Elle Fanning Reveals The Predator: Badlands Role That Rattled Her Most: Villainous Synth Tessa, Not Big-Personality Droid Thia
Image credit: Legion-Media

Exclusive: Elle Fanning tears up the rulebook in Predator Badlands, playing both hero and villain in the new sci-fi sequel — and revealing what it takes to walk the razor’s edge between them.

Elle Fanning is doing double duty in Predator: Badlands, and not in the usual wig-and-accent way. She plays two android sisters on opposite sides of the same nightmare hunt: one chipper guide, one company hammer. It is a clever way to give an actor both the fun part and the problem part, sometimes in the same scene.

The setup

Dan Trachtenberg, who gave us Prey, is back behind the camera for a story centered on Dek, a Yautja runt played by Dimitrius Schuster-Koloamatangi. Dek heads to Genna, a planet nicknamed the Death Planet, to bring down the Kalisk — the monster other monsters whisper about. Plenty of Yautja have died trying to claim it as a trophy, which only makes Dek more stubborn. He is out to prove he belongs and to settle a family score: his brother Kwei was executed by their clan-leader father after Kwei stepped in to save Dek from the same fate.

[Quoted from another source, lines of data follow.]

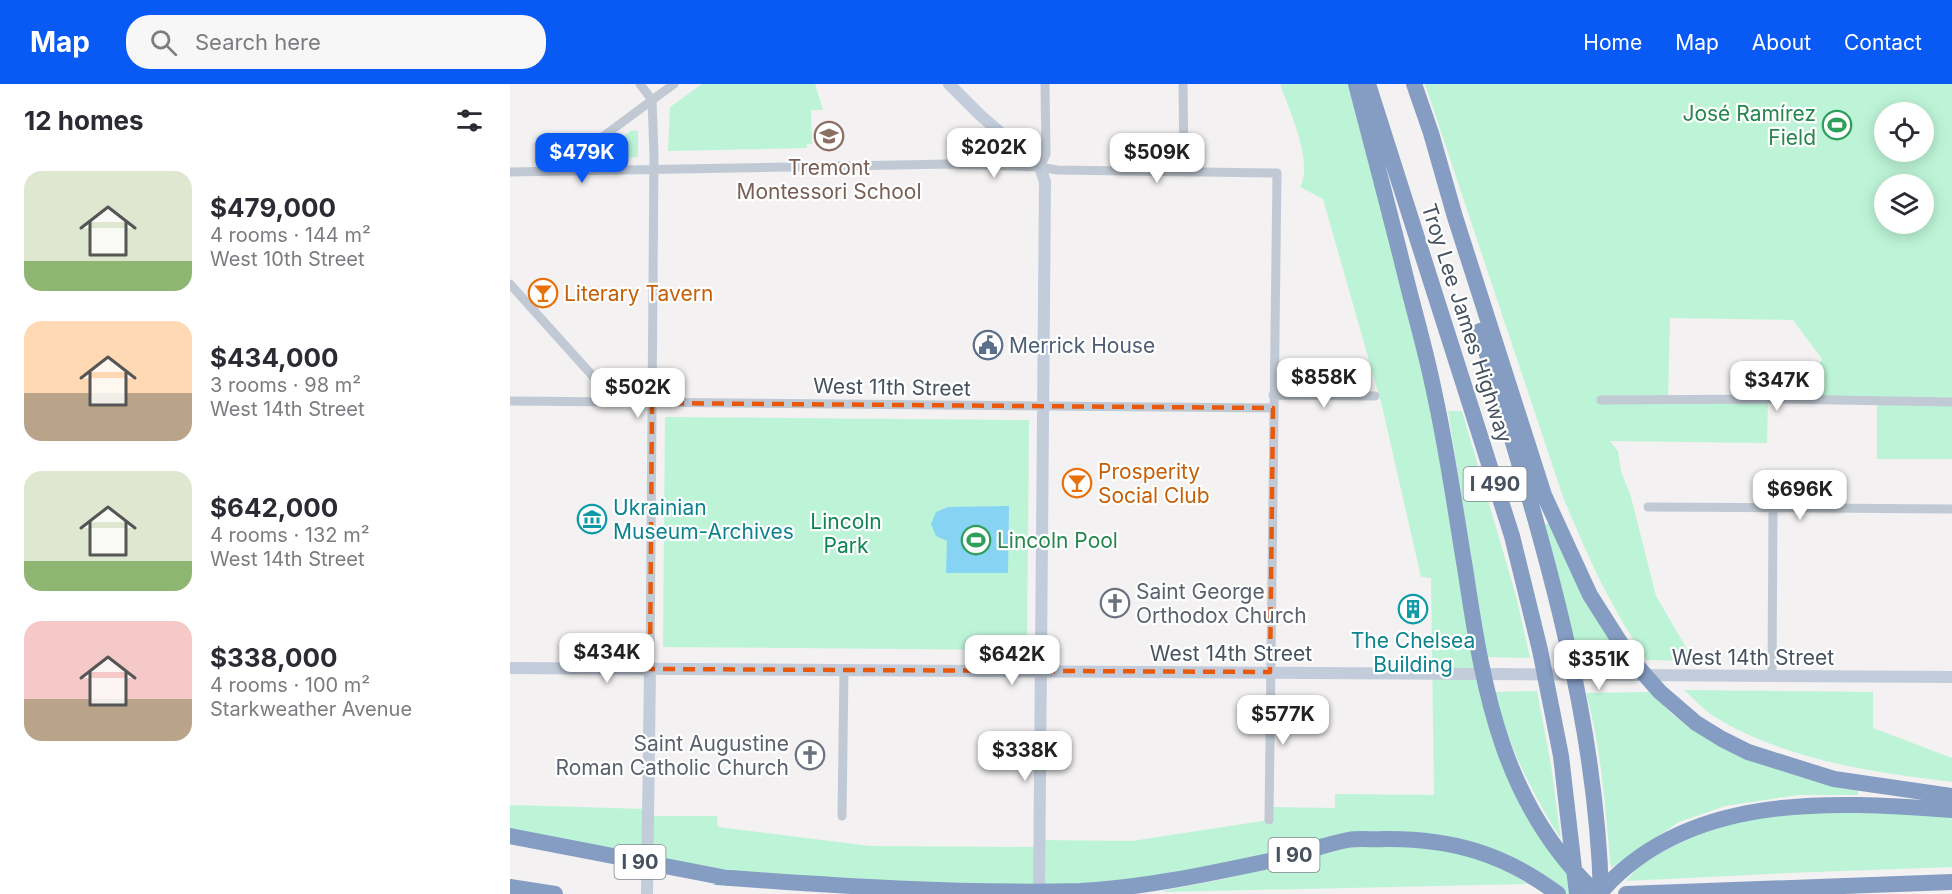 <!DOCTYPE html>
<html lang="en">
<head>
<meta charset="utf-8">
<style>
  body { margin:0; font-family:Inter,sans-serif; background:#f7f7f7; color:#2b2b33; height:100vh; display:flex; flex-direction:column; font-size:22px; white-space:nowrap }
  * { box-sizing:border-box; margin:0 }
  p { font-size:20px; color:#7c7c81 }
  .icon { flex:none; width:33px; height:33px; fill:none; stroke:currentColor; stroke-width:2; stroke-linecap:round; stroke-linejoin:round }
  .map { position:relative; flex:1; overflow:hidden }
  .panel { display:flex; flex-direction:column; background:#fff; width:510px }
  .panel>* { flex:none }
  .controls { position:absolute; left:1364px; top:18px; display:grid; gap:12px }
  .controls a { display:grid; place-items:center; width:60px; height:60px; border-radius:50%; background:#fff; box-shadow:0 3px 15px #0003; font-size:30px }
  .price { position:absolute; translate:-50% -51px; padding:0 14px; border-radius:12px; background:#fff; color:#222; font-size:20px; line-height:39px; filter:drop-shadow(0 2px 3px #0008) }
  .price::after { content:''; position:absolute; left:50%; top:36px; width:18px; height:14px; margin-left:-9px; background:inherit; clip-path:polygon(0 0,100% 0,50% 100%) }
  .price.active { background:#095af5; color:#fff }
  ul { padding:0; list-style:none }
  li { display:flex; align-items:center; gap:18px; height:150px; padding:0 24px }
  li span { display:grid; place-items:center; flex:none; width:168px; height:120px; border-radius:18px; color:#555 }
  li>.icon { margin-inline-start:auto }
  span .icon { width:72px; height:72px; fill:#fffc; stroke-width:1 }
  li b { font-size:26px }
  h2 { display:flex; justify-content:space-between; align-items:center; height:72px; padding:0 24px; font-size:26px }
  header { display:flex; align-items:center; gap:36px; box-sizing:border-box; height:84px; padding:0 30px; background:#095af5; color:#fff }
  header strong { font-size:28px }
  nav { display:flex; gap:33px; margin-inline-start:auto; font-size:21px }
  .search { width:420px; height:54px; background:#f7f7f7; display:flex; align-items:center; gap:15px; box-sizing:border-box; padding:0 21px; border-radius:24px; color:#7c7c81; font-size:22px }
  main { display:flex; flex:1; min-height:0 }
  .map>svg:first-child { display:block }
  .green { fill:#bdf4d7; fill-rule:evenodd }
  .water { fill:#86d3f4 }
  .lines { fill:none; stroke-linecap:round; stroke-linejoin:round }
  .street { stroke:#c1cad4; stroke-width:9 }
  .secondary { stroke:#c2ccdb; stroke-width:12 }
  .highway { stroke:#859dc3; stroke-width:16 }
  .marked { fill:none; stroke:#e8590c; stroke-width:4.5; stroke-dasharray:12 8; stroke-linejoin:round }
  .labels { text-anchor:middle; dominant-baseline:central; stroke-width:4.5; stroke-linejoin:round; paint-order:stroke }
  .shield { fill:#fff; stroke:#7e8690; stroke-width:1.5 }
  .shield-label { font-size:20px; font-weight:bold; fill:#475260 }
  .leisure-label { font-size:21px; fill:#27864d; stroke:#fff; text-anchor:end }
  .education-label { font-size:21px; fill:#785e54; stroke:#fff }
  .food-label { font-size:21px; fill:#c56008; stroke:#fff; text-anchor:start }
  .street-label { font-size:21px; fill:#475260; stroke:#fff }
  .service-label { font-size:21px; fill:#4e5e75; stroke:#fff; text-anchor:start }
  .culture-label { font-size:21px; fill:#0d838f; stroke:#fff; text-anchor:start }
  .park-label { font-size:21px; fill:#0f8454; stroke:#fff }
  .worship-label { font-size:21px; fill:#5b616d; stroke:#fff; text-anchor:start }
</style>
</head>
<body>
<header>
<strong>Map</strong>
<div class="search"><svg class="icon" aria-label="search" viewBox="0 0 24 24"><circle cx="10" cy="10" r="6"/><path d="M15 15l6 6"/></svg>Search here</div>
<nav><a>Home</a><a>Map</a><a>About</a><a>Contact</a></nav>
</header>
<main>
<section class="panel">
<h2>12 homes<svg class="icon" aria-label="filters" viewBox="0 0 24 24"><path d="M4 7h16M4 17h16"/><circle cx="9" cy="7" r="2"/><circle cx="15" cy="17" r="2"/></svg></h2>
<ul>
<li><span style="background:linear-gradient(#dfe7d0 75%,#8fb573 0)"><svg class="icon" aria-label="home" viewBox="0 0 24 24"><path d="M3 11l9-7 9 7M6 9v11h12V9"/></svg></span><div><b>$479,000</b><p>4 rooms · 144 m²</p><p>West 10th Street</p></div></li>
<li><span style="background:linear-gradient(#ffd9b3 60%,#b9a48a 0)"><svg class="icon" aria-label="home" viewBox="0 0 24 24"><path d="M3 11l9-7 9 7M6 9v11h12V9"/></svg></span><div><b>$434,000</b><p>3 rooms · 98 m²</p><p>West 14th Street</p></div></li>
<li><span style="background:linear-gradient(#dfe7d0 75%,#8fb573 0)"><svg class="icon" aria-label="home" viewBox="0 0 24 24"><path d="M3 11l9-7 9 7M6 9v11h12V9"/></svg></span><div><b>$642,000</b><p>4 rooms · 132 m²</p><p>West 14th Street</p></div></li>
<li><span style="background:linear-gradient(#f6c9c9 65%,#b9a48a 0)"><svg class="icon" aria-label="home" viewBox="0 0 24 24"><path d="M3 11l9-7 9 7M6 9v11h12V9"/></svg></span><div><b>$338,000</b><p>4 rooms · 100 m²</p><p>Starkweather Avenue</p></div></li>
</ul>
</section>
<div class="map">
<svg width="1442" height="810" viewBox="0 0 1442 810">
  <rect width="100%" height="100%" fill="#f3f1f1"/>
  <path class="green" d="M 192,0 L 305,0 L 313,26 L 301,26 L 302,60 L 297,60 L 297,64 L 158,67 L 160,23 Z
    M 770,0 L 849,0 L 925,310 L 980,622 L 1067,810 L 1048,810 L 973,768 L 839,756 L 600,804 L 306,800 L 0,752 L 0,721 L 137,725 L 137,732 L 207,732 L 208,743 L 360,762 L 529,763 L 530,756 L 622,757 L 759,736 L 759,723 L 825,724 L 825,710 L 924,711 L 921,494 L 911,493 L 872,322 L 813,115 L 790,103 C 804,78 779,26 770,0 Z
    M 915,0 L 1442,0 L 1442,375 L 1367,375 L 1367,318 L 1304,316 L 1307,286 L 1312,275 L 1283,236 L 1160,234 L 1158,315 L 1258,315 L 1257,359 L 1100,357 L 1108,367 L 1111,387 L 1121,413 L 1146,512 L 1184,577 L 1137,576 C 1101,525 1077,471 1053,413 ZM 1374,28 L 1413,28 L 1413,68 L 1374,68 ZM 1374,100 L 1413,100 L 1413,140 L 1374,140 Z
    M 122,46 L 128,47 L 128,73 L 86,75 L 86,72 Z
    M 938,327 L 952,327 L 1006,512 L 1020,574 L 977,573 Z
    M 155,333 L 519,336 L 517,566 L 153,563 Z
    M 1034,440 L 1039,440 L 1115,574 L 1069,573 Z
    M 1174,606 L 1363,608 L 1363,644 L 1442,674 L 1442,698 C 1361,688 1276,676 1205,633 C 1194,626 1184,615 1174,606 Z
    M 1027,607 L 1041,681 L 1051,755 C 1020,706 1000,663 983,608 Z
    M 1140,608 L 1163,631 L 1199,656 L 1348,705 L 1348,711 L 1289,711 L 1215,722 L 1169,738 L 1101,784 C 1095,725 1092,666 1076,609 Z
    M 1330,726 L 1442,732 L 1442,783 L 1278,789 L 1116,797 L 1133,778 L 1162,760 L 1207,743 L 1268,730 Z
    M 852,762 C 872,762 893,760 913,763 C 950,767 987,779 1018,800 L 653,808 L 657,806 L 714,795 L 834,765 Z"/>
  <path class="water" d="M 499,422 L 498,489 L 436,489 L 437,457 L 426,452 L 421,440 L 426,428 L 438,423 Z"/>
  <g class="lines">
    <path class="street" d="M 130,0 L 142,16 L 144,70 L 140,585
      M 673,0 L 674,87
      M 530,83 L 536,70 L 535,0
      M 49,87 L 68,71 L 164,0
      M 0,88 L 440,80 L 530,83 L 547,86 L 767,89 L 759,736
      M 0,200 L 106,318
      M 763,311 L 865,312
      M 1091,316 L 1267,315 L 1442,318
      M 0,317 L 763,324
      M 1138,423 L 1442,425
      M 1262,593 L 1263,423
      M 332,732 L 334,586"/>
    <path class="secondary" d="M 439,0 L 470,31 L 530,83 L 535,98 L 529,810
      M 0,584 L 1442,593
      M 137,810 L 140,585"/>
    <path class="highway" d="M 846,0 C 864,69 882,137 899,206 C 908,241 918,276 925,312 C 938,371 946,431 956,490 C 974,611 994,723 1087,810
      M 858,0 L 1002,452 L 1030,566 L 1051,672 L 1067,810
      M 904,0 L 921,49 L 945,133 L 1034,411 L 1080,511 L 1120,574 L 1150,608 L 1186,639 L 1212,655 L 1238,668 L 1324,695 L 1442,712
      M 970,247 C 1024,431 1086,616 1091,810
      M 0,752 L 217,794
      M 207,793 C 328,802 450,810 570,807 C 633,804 698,790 759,777 C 786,772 811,761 838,756 C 850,754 863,756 874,755 C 941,754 995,770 1048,810
      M 0,803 L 45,810
      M 1089,810 C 1176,708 1322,717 1442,726
      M 1116,810 L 1442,798"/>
  </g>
  <path class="marked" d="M 142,319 L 763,324 L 760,588 L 140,585 Z"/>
  <defs>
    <g id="stadium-ring" transform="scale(1.5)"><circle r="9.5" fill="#fff" stroke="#2e9e5b" stroke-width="1.5"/><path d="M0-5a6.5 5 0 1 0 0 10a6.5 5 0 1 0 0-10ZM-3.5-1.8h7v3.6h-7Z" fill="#2e9e5b"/></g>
    <g id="school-ring" transform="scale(1.5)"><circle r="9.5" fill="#fff" stroke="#8d6e63" stroke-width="1.5"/><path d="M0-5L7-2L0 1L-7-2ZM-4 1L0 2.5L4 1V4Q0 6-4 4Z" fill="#8d6e63"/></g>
    <g id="bar-ring" transform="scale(1.5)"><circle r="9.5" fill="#fff" stroke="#e8710a" stroke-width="1.5"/><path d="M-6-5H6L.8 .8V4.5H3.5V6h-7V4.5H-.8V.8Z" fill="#e8710a"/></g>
    <g id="civic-ring" transform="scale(1.5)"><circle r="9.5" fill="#fff" stroke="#5c6f8a" stroke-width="1.5"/><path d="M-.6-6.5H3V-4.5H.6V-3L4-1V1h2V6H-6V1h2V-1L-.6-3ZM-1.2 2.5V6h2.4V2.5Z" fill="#5c6f8a"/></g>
    <g id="museum-ring" transform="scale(1.5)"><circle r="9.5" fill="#fff" stroke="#0f9aa8" stroke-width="1.5"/><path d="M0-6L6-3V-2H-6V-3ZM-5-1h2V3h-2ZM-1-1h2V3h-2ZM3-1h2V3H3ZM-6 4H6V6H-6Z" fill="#0f9aa8"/></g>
    <g id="church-ring" transform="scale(1.5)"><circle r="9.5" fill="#fff" stroke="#6b7280" stroke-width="1.5"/><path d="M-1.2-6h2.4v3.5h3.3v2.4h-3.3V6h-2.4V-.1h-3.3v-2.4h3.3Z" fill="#6b7280"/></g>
    <g id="building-ring" transform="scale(1.5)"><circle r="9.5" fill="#fff" stroke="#0f9aa8" stroke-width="1.5"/><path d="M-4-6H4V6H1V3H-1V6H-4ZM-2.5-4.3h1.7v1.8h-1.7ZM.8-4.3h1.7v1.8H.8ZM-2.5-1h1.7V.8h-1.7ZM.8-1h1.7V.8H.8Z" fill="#0f9aa8"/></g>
  </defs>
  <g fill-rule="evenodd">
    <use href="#stadium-ring" x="1327" y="41"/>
    <use href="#school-ring" x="319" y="52"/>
    <use href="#bar-ring" x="33" y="209"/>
    <use href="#civic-ring" x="478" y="261"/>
    <use href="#bar-ring" x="567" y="399"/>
    <use href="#museum-ring" x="82" y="435"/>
    <use href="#stadium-ring" x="466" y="456"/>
    <use href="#church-ring" x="605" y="519"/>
    <use href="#building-ring" x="903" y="525"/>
    <use href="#church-ring" x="300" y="671"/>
  </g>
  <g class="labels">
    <g class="shield">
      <rect x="953.5" y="383" width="63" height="34" rx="4.5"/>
      <rect x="758.5" y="754" width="51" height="34" rx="4.5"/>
      <rect x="104.5" y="761" width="51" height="34" rx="4.5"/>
    </g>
    <g class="shield-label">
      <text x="985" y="400">I 490</text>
      <text x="784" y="771">I 90</text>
      <text x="130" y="778">I 90</text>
    </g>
    <g class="leisure-label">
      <text x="1306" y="29">José Ramírez<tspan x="1306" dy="24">Field</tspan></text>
      <text x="487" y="456" text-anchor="start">Lincoln Pool</text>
    </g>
    <g class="education-label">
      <text x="319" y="83">Tremont<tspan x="319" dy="24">Montessori School</tspan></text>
    </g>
    <g class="food-label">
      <text x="54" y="209">Literary Tavern</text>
      <text x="588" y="387">Prosperity<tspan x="588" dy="24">Social Club</tspan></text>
    </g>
    <g class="street-label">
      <text transform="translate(957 239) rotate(72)">Troy Lee James Highway</text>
      <text transform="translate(382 303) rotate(1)">West 11th Street</text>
      <text x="721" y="569">West 14th Street</text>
      <text x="1243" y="573">West 14th Street</text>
    </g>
    <g class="service-label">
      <text x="499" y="261">Merrick House</text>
    </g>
    <g class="culture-label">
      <text x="103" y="423">Ukrainian<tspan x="103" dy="24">Museum-Archives</tspan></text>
      <text x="903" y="556" text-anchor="middle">The Chelsea<tspan x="903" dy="24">Building</tspan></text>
    </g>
    <g class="park-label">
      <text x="336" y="437">Lincoln<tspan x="336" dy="24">Park</tspan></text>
    </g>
    <g class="worship-label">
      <text x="626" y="507">Saint George<tspan x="626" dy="24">Orthodox Church</tspan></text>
      <text x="279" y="659" text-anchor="end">Saint Augustine<tspan x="279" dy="24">Roman Catholic Church</tspan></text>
    </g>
  </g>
</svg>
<div class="controls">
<a><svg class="icon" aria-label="locate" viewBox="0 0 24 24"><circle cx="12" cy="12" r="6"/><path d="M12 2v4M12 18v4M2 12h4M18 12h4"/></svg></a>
<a><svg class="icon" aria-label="layers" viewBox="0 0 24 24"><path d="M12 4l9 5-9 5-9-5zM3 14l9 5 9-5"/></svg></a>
</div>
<b class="price" style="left:484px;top:95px">$202K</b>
<b class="price active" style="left:72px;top:100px">$479K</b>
<b class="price" style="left:647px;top:100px">$509K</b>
<b class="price" style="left:814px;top:325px">$858K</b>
<b class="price" style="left:1267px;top:328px">$347K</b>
<b class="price" style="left:128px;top:335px">$502K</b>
<b class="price" style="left:1290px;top:437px">$696K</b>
<b class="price" style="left:97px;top:600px">$434K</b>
<b class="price" style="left:502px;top:602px">$642K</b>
<b class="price" style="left:1089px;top:607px">$351K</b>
<b class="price" style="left:773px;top:662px">$577K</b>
<b class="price" style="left:515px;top:698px">$338K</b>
</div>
</main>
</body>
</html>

On Genna, Dek collides with Thia, a Weyland-Yutani synth who has already met the Kalisk and did not walk away — literally. She lost her legs the first time around. Dek is not charmed by her perkiness, but he does realize fast that she knows the planet inside and out: the plants, the animals, and the things that want to eat both. She ends up joining the hunt as his self-described 'tool.'

The sisters, same face, very different wiring

Thia’s mirror image is Tessa, also played by Fanning. Where Thia is bright and curious, Tessa is purposeful and strictly by-the-book — the book being Weyland-Yutani’s. She is not out to destroy the Kalisk, she is out to bring it home for the company. That puts her directly in Dek’s path, and in her sister’s, too. If you are imagining a lively family reunion on a lethal planet, you are not wrong.

  • Dek: a Yautja runt with something to prove (Dimitrius Schuster-Koloamatangi)
  • Genna: aka the Death Planet, crawling with flora, fauna, and things worse than both
  • Kalisk: the big prize every hunter fears
  • Thia: Weyland-Yutani synth, previously mauled by the Kalisk, optimistic, legless but unflappable (Elle Fanning)
  • Tessa: her twin, colder and corporate-loyal, aiming to capture the creature for Weyland-Yutani (Elle Fanning)
  • Backstory spark: Dek’s brother Kwei is executed by their clan-leader father after saving Dek

Fanning on toggling between them

Fanning says she lived mostly as Thia on set, with the occasional Tessa day sprinkled in — which she admits made her a little nervous. Thia made sense to her. Tessa took more work. Thia is open. Tessa is guarded, methodical, and, given her history, more traditionally robotic. The production calls them sisters, but Fanning is clear: different paths made them who they are, and that is the point.

'I had a soft spot for Tessa. I don’t think she’s just a straight villain... she’s working for the company and in her mind, she’s just trying to get the task done.'

That is the interesting wrinkle here: Tessa is not twirling a mustache. She is the person who follows the mission and sleeps fine at night because, from her angle, she did the job. Meanwhile, Thia is the one who makes herself useful, keeps spirits up, and gently steers the walking tank in the right direction.

Where it all lands

Predator: Badlands gives Fanning a rare split-screen challenge and uses it to juice the hunt. Dek’s revenge quest, the corporate angle, and the Kalisk towering over all of it make for a lean, mean setup — and the sister-versus-sister complication keeps adding pressure. It is a fun twist to watch the same actor play both the voice in your ear and the one trying to drag the monster back with a label on it.

Predator: Badlands is in theaters now.